Но здесь-то — все иначе… Собственный кучер опился венгерским и в овраге землей присыпан. Теперь хохлы на козлах. Разные. Один под страхом пистолета сбежал, другой не вином, так горилкой «огорючился», сам собой в ночи с козел свалился. Лошади вольно шли, пока лбами каурыми в Десну-реку не уперлись. Право, обрыв страшный! Федор Степанович их самолично отвел под дубки. С тем поздненько, под винцо венгерское, и започивал в одиночестве.

Утром глазищи едва продрал, глядь — еще одна карета со шляху под дубки сворачивает. Да пара громадных хохлацких телег, хохлацкими же чубами утыканных. Хохлы кто куда, а из кареты статный такой, вальяжный, седобородый попище выходит.

— Охо-хо!.. Далече, отче?

— До града Петрова, служивый.

— Так и я до града! А откуда, смею спросить?

— От града Киева, православный.

— А я — так от мадьярского Пешта. Во-она!

— И без охраны?

— Какое! Чуть не до Киева мадьярские гусары провожали. Под грамотку Анны Иоанновны, не шутка.

— Какие шутки, если с Анной Иоанновной… Но на государева посла ты, служивый, вроде бы не похож.

— Чего ж так, отче? — обиделся окончательно проснувшийся Федор Степанович.

— По речи твоей сужу. Не обижайся, православный. Да послы и не ездят без свиты…

— Была свита, отче… Была. Трое солдатиков-инвалидов. Все один за другим опились да с козел в ночи попадали. Вон и последний!..

Последыш-то недалече от обрыва и лежал. В мокрой от росы пыли дорожной…

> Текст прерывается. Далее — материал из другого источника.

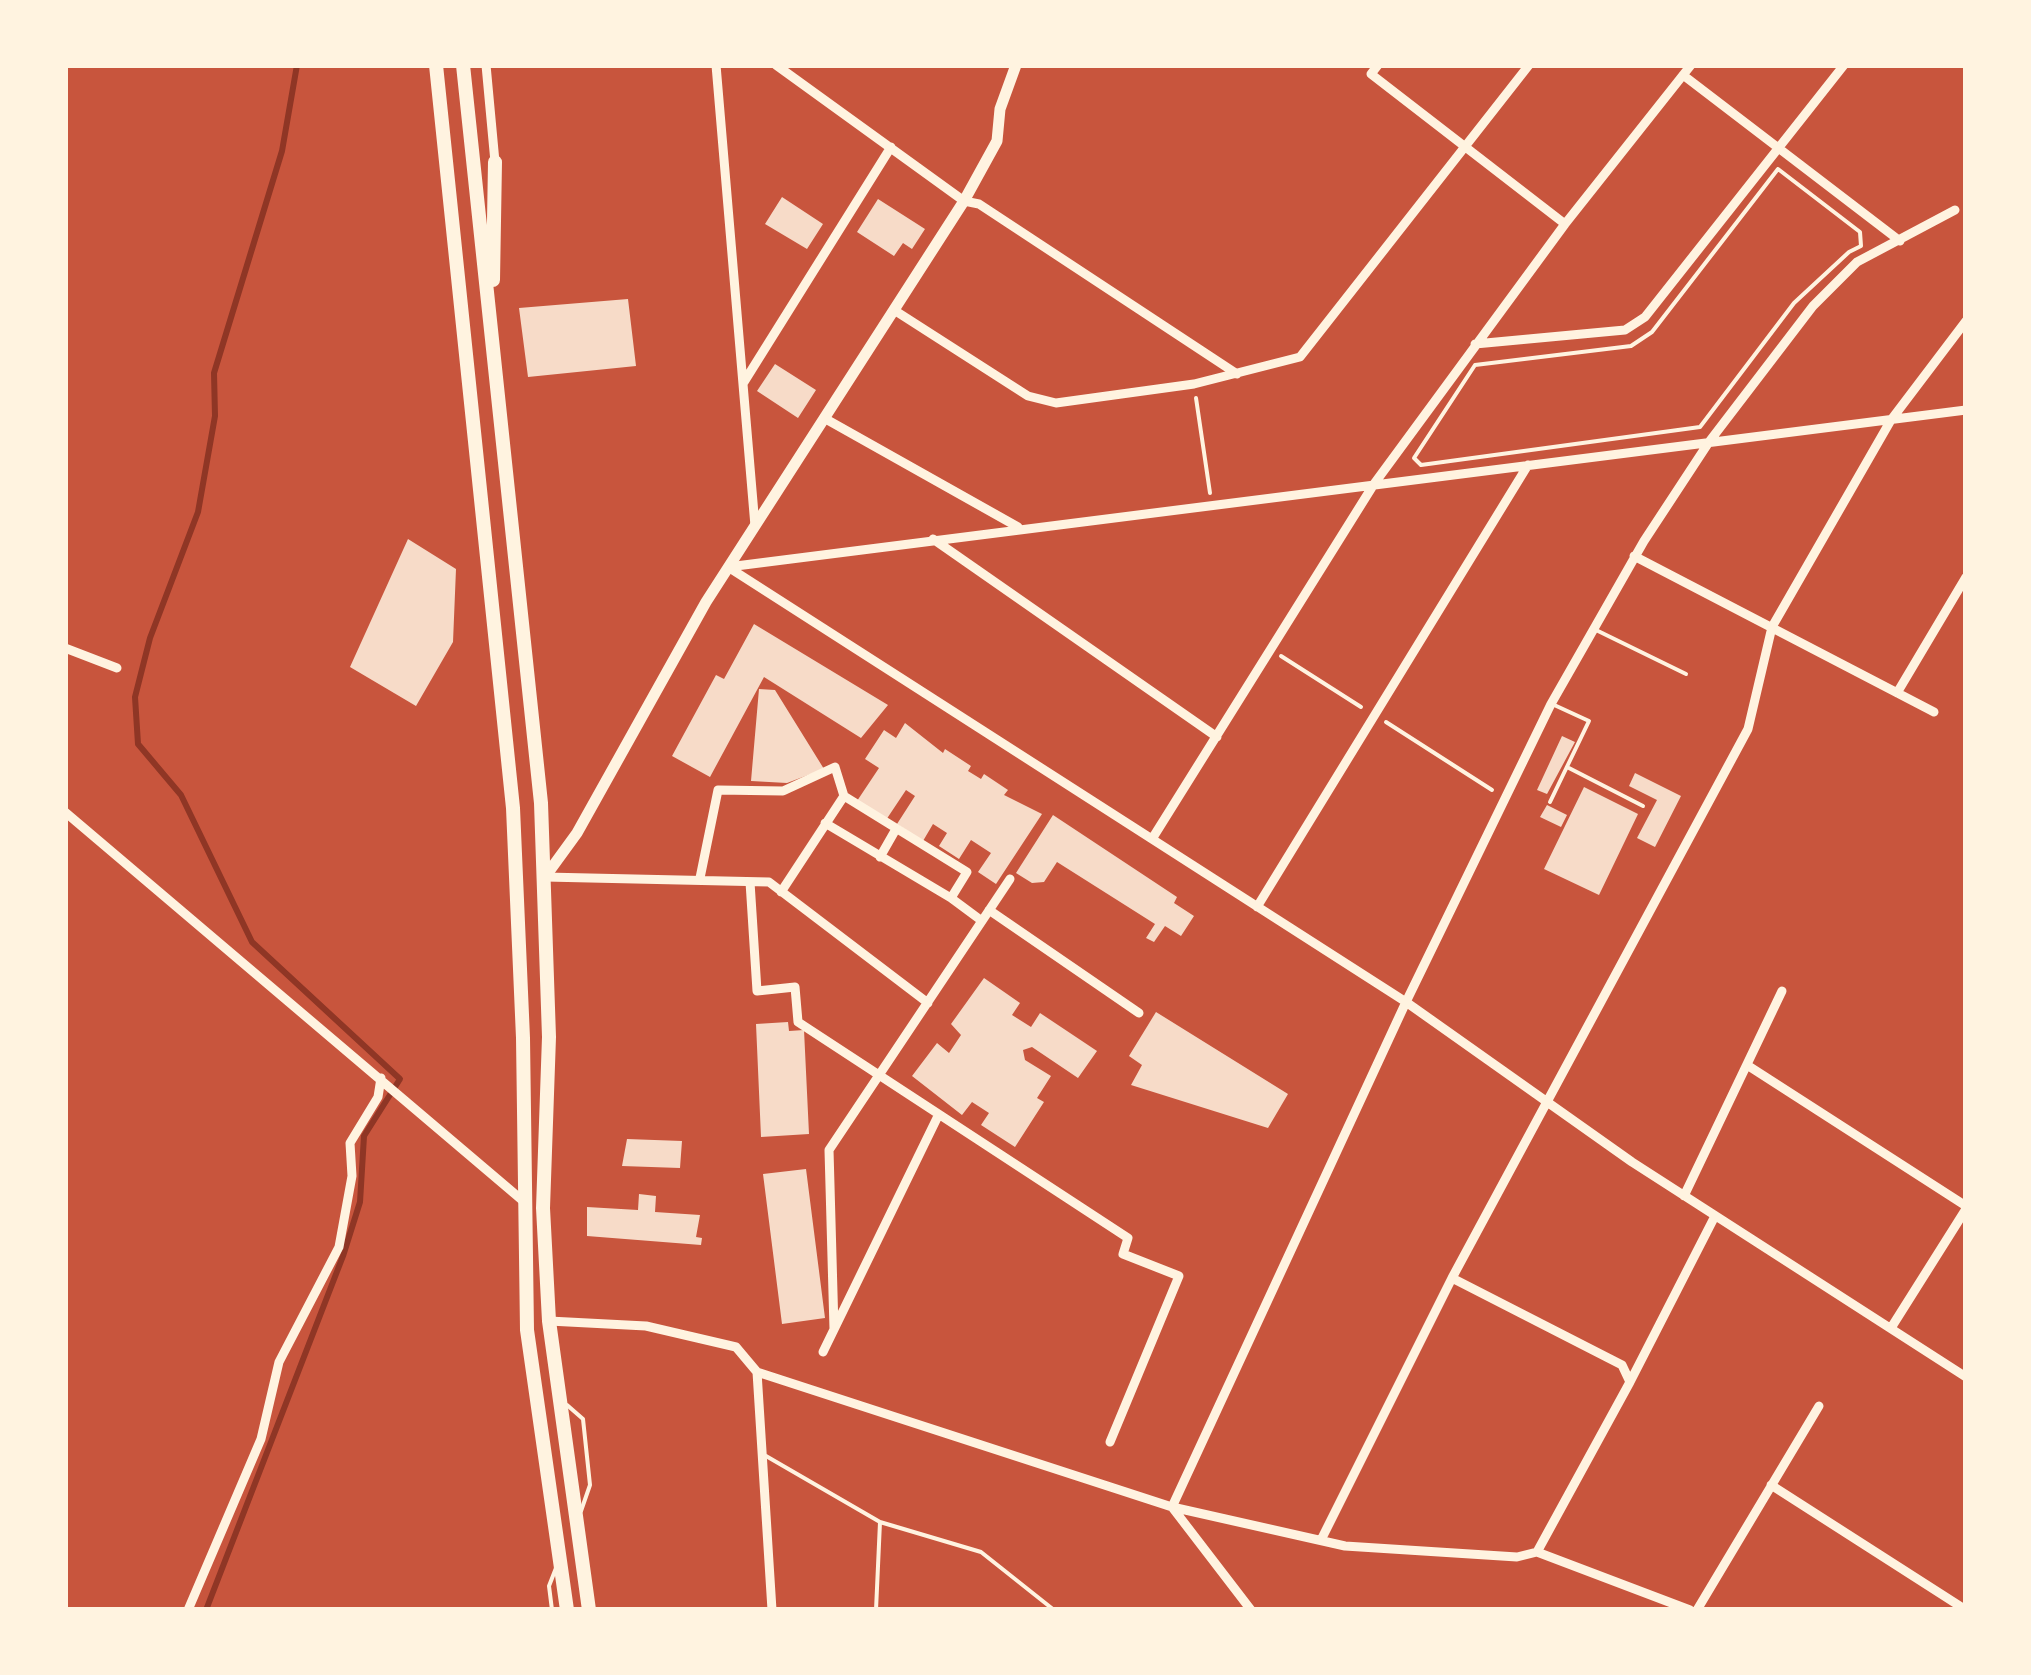 <!DOCTYPE html>
<style>
body{margin:0}
#map{position:relative;width:2031px;height:1675px;overflow:hidden;background:#c8553d;font-family:Raleway,sans-serif}
canvas{display:block}
.frame{position:absolute;inset:0;border:68px solid #fff3e0;pointer-events:none}
</style>
<div id="map">
<canvas width="2031" height="1675"></canvas>
<div class="frame"></div>
</div>
<script>
const context = document.querySelector('canvas').getContext('2d');
context.lineJoin = 'round';
const shape = rows => new Path2D(rows.map(r => 'M' + r).join(''));
function stroke(path, color, width, dash) { context.strokeStyle = color; context.lineWidth = width; context.lineCap = dash ? 'butt' : 'round'; context.setLineDash(dash || []); context.stroke(path); }
function fill(path, color) { context.fillStyle = color; context.fill(path, 'evenodd'); }
const stream = shape([
 [206,1610,343,1256,360,1202,364,1136,400,1079,252,942,181,795,138,744,135,697,150,638,198,512,215,416,214,373,282,151,297,65]
]);
const building = shape([
 [782,197,823,224,807,249,765,224],
 [878,199,925,229,912,249,903,243,894,256,857,232],
 [628,299,636,366,528,377,519,308],
 [775,364,816,390,798,418,757,391],
 [408,539,456,569,453,642,416,706,350,667],
 [754,624,888,705,861,738,764,677,710,777,672,756,716,675,724,679],
 [759,689,775,690,824,769,787,783,751,781],
 [905,723,943,753,945,749,971,766,968,771,981,779,984,774,1008,790,1004,795,1042,814,996,884,978,872,991,853,971,840,959,859,939,846,947,833,933,824,923,841,897,824,915,796,906,790,886,820,857,801,879,768,865,759,884,730,896,738],
 [1562,736,1575,742,1547,794,1537,790],
 [1635,773,1681,796,1655,847,1637,838,1657,800,1629,786],
 [1584,787,1638,814,1599,895,1544,869],
 [1547,805,1567,815,1561,827,1540,817],
 [1053,815,1177,897,1174,903,1194,916,1181,936,1165,926,1154,942,1146,938,1155,924,1057,862,1044,882,1032,883,1016,873],
 [984,978,1020,1003,1012,1015,1031,1027,1040,1013,1097,1051,1078,1078,1032,1047,1023,1050,1025,1060,1051,1076,1037,1098,1044,1102,1015,1147,981,1125,989,1113,972,1102,962,1115,912,1076,937,1043,949,1053,961,1035,951,1024],
 [1156,1012,1288,1094,1268,1128,1131,1085,1142,1065,1129,1056],
 [788,1022,789,1031,804,1030,809,1134,761,1137,756,1024],
 [627,1139,682,1141,680,1168,622,1166],
 [806,1169,825,1318,782,1324,763,1174],
 [639,1194,656,1196,655,1212,700,1215,696,1237,702,1238,701,1245,587,1236,587,1207,638,1210]
]);
const path = shape([
 [1778,169,1860,232,1861,246,1849,252,1794,303,1700,427,1421,465,1414,458,1475,365,1631,346,1652,332,1778,169],
 [1196,398,1210,493],
 [1281,656,1361,707],
 [1386,722,1492,790]
]);
const service = shape([
 [1596,630,1686,674],
 [1567,767,1643,806],
 [1550,802,1589,721,1552,704],
 [567,1405,583,1419,590,1485,581,1511],
 [766,1456,880,1522,981,1552,1054,1610],
 [552,1610,549,1586,556,1568],
 [876,1610,880,1522]
]);
const minor = shape([
 [486,65,495,162],
 [716,65,755,526],
 [776,65,964,201,979,204,1237,374],
 [1378,65,1371,74,1565,224],
 [1683,75,1900,241],
 [894,310,1028,396,1056,403,1194,384,1300,357,1529,65],
 [1475,344,1625,330,1645,317,1844,65],
 [744,382,891,147],
 [824,418,1018,527],
 [933,539,1217,737],
 [1634,556,1934,712],
 [728,567,1406,1002,1632,1162,1966,1377],
 [728,567,1966,410],
 [65,648,117,668],
 [1897,693,1966,577],
 [65,812,522,1200],
 [825,823,951,898],
 [1152,839,1374,484,1565,224,1691,65],
 [880,857,896,829],
 [545,877,769,882,928,1003],
 [700,878,718,790,783,791,835,767,844,796,967,872,951,898,982,921],
 [750,882,757,991,795,987,798,1022,1128,1238,1123,1254,1179,1276,1110,1442],
 [781,892,844,796],
 [1257,907,1528,465],
 [989,910,1139,1013],
 [1747,1065,1966,1206],
 [1684,1196,1782,991],
 [1452,1278,1622,1365,1630,1382,1537,1552],
 [549,1321,646,1326,736,1347,757,1372,1172,1507,1345,1546,1517,1557,1537,1552,1690,1610],
 [1891,1328,1966,1209],
 [834,1329,829,1150,1010,879],
 [823,1352,938,1116],
 [757,1372,772,1610],
 [1630,1382,1715,1216],
 [1771,1485,1966,1610],
 [1321,1540,1452,1278,1748,729,1772,627,1891,420,1966,321],
 [188,1610,261,1439,279,1362,339,1247,352,1176,350,1143,378,1097,381,1078],
 [1251,1610,1172,1507,1406,1002,1551,704,1644,541,1709,442,1813,306,1857,262,1955,210],
 [1697,1610,1819,1406]
]);
const tertiary = shape([
 [545,877,577,833,706,602,964,201,997,141,1000,109,1016,65]
]);
const primary = shape([
 [436,65,513,808,523,1038,527,1330,567,1610],
 [463,65,541,803,549,1037,543,1208,549,1321,589,1610],
 [493,280,495,162]
]);
stroke(stream, '#8f3625', 6);
fill(building, '#f7dbc8');
stroke(path, '#fff3e0', 4);
stroke(service, '#fff3e0', 4);
stroke(minor, '#fff3e0', 9);
stroke(tertiary, '#fff3e0', 11);
stroke(primary, '#fff3e0', 14);
</script>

— Положи ему малость грошиков в шапку да приставай к нам. Эк у меня бездельников! Посидят и за кучера.

Не без сожаления, под строгим поглядом непростого попа, отсыпал из кошеля медной мелочишки.

А дальше — повеление попа:

— Садись на козлы, Юрко. До Лемешек.

Одна чуприна зашевелилась в телеге. Нехотя, но пересела к спутнику. В хвосте потащились. Там-то, в обозике, возглавляемом поповской каретой, утреннее песнопение грянуло. Не знай, как и понимать. Не то распевная молитва, не то распев разбойничий. И слов-то не разобрать. Нечто хохлацкое, нечто дурацкое. С уханьем да с присвистом. С рыданьем да стучаньем по ободку телеги. Страсти Господни!

Когда остановились на полдник под очередным развесистым дубом, Федор Степанович с опаской спросил:

— Не из разбойных?

— Разбойные, да мне послушные, — отечески посмеялся поп.